TEXAS VIEW: We must address the ‘who’ of mass shootings

By The Facts

The opening phrase of Congressman Randy Weber’s statement Friday afternoon about the horrific shooting at Santa Fe High School was pretty standard.

“Earlier today, the unimaginable happened.”

The same with the first statement put out by U.S. Sen. John Cornyn.

“Our thoughts and prayers are with the families of those injured and killed at Santa Fe School District.”

Santa Fe Independent School District Superintendent Leigh Wall’s tack also proved familiar.

“We experienced an unthinkable tragedy at our high school this morning.”

All of those expressing varying degrees of astonishment that a teenager with an affinity for symbols of darkness would walk into a school and attempt to slaughter teachers and classmates must have been deceiving themselves. Those who were sitting amid the carnage were sickened, scared and experiencing a range of other emotions about what happened.

But did they find it unthinkable? Unimaginable?

No, they expected it.

“It’s been happening everywhere. I always kind of felt like eventually it was going to happen here, too,” a young girl who was inside the school during the shooting told reporters not long after it happened. “I wasn’t surprised, I was just scared.”

That feeling of insecurity should horrify all of us. We as parents, as adults in our communities, are tasked with safeguarding future generations, and it is a task we repeatedly fail to live up to.

And our children clearly know it.

Our response to tragedy after tragedy, however, is not to take action. It is to cling to the same mindsets that created the circumstances that led to the carnage of Columbine, Sandy Hook and Parkland. We cannot even say our leaders are coming up with bad solutions, because in almost two decades after Klebold and Harris, they have offered more politics and few answers.

Not that those answers are easy to find. But the promises to try to find them have proven as empty as the prayers they offer while the dead are being counted.

Better mental health care is one possibility, but funding for programs keeps eroding. Broader background checks are fought at every turn. Police presence hasn’t worked, with the officer in Parkland freezing during the crisis and a Santa Fe ISD officer who attempted to intervene becoming one of its first casualties.

Suggestions banning certain classes of weapons won’t go anywhere, and even if they do, they don’t address the “who” part of the problem — the troubled kid, disgruntled adult or mentally unhealthy person intent on bloodshed.

Elizabeth Englander, a professor of psychology and director of the Massachusetts Aggression Reduction Center at Bridgewater State University, offered a list of 10 ways people could potentially diffuse a tragedy before it happened. Her recommendations, written for The Conversation website in February after the Parkland shooting, didn’t call on the government to act, but on people with whom the potential killer interacts with on a regular basis.

The list includes schools using technology to help them identify troubled students, providing more counselors and resource officers to intervene and teaching more about social and emotional skills. Communities can enlist doctors to conduct routine mental health screenings and push for social media companies to create algorithms that detect repeated violence-laced posts and pass on those potential threats to law enforcement.
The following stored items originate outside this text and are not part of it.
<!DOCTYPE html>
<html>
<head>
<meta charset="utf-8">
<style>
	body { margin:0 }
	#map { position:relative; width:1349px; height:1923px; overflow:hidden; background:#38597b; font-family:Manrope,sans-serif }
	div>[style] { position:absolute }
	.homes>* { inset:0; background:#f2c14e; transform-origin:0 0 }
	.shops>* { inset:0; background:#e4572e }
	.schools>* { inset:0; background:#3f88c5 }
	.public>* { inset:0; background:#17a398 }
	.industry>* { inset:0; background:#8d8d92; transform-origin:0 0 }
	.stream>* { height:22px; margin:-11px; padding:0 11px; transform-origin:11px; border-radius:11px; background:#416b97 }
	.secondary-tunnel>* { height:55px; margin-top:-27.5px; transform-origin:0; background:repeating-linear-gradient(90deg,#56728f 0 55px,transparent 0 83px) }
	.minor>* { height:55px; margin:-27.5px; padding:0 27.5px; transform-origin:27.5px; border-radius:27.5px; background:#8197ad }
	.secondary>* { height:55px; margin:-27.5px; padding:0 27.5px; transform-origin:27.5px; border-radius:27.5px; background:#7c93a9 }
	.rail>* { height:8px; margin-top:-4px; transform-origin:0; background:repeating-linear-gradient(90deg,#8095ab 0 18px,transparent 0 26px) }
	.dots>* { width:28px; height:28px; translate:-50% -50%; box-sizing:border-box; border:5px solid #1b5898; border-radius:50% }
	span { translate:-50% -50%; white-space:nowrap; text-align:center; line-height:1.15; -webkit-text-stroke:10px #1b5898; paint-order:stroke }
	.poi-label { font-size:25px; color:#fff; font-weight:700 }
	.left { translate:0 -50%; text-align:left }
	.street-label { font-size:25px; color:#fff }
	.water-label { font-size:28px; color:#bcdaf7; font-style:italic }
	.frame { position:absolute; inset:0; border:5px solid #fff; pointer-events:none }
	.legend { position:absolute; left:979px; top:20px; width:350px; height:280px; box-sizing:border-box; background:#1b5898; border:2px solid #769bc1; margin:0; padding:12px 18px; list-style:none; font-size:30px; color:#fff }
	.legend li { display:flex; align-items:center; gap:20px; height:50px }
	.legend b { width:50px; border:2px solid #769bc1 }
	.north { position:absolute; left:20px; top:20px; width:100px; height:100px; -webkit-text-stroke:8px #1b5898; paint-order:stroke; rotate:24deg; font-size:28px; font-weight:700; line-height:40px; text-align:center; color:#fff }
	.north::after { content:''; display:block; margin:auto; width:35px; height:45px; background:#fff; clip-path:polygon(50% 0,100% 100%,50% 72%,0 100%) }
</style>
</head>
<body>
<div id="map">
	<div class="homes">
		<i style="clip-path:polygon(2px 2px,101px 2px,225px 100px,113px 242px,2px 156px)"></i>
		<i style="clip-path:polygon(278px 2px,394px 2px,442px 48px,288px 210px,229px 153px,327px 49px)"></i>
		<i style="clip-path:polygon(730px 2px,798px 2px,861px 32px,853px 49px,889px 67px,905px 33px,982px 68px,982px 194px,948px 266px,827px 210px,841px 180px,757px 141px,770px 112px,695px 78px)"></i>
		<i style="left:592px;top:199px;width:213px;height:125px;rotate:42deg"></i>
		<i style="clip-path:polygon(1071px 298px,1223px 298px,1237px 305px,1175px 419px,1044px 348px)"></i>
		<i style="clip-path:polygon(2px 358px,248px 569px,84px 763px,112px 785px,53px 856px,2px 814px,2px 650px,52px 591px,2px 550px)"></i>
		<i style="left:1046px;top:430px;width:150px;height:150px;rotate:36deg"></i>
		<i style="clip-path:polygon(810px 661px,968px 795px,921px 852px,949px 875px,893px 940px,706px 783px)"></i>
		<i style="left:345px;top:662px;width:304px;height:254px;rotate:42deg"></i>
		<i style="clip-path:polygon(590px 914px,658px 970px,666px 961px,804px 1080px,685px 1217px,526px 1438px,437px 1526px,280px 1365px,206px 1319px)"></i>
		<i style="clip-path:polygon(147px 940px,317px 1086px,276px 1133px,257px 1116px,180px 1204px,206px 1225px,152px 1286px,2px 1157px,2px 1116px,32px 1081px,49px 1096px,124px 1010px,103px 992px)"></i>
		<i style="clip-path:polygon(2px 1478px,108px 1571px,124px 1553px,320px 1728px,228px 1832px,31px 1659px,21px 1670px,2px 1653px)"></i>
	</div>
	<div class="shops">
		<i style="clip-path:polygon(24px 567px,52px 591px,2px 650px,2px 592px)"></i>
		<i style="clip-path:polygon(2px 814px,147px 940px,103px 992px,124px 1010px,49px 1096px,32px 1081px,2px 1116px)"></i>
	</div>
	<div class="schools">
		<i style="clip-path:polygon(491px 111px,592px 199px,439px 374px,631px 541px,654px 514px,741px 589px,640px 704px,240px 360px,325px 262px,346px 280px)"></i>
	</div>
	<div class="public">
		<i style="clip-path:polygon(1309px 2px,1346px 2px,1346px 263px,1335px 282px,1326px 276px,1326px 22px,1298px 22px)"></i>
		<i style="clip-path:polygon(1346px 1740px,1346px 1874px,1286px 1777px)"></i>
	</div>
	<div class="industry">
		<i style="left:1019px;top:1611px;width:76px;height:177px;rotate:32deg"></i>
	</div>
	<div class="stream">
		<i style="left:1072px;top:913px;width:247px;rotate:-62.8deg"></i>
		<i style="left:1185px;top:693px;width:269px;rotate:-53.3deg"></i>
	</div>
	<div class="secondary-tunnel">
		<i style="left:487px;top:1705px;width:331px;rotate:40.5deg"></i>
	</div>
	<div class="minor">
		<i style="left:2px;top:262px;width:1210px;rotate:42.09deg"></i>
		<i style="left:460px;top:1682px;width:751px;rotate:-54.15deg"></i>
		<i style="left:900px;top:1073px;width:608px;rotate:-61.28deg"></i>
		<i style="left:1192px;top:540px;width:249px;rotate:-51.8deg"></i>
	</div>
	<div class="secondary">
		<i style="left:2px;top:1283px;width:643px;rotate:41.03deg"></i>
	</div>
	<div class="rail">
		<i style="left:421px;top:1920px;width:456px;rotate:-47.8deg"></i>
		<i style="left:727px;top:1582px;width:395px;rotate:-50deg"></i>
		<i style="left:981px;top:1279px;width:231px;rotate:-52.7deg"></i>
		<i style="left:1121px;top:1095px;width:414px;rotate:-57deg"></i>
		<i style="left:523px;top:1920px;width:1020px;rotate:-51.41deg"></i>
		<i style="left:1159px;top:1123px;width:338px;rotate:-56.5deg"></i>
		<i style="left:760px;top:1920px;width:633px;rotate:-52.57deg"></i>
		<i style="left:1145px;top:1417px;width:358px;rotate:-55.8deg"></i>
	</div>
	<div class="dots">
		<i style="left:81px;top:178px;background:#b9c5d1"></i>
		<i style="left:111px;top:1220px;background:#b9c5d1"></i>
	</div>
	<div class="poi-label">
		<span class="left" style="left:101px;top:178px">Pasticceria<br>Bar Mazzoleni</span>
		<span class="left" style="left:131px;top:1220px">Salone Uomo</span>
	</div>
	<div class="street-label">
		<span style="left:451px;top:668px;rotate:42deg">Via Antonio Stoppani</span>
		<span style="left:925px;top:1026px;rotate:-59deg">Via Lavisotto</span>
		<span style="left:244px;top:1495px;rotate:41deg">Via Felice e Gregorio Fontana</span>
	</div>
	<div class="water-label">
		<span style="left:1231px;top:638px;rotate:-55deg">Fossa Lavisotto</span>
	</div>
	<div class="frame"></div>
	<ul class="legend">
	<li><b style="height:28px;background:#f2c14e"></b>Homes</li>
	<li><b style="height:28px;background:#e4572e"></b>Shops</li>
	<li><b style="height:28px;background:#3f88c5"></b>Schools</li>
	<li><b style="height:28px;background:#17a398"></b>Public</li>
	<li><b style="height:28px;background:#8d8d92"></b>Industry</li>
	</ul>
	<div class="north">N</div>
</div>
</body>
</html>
In our own homes, parents can more closely monitor their child’s relationships — or, importantly, lack of them — pay attention to the child’s screen time and what they’re doing during that time, and spend time talking with their children and listening to them, showing an interest in their activities without judgment.

It is far past time for children obviously displaying anti-social behavior to go unnoticed in our homes, schools and communities. It is equally past time for no avenues of help to be available when they are noticed. And it is well past time for people to find such horrors as 1,400 Santa Fe High School students lived through Friday to be unimaginable.

They are not only imaginable, they are — as that young Santa Fe girl said — to be expected. Each of us should be working at every opportunity to make them unthinkable again.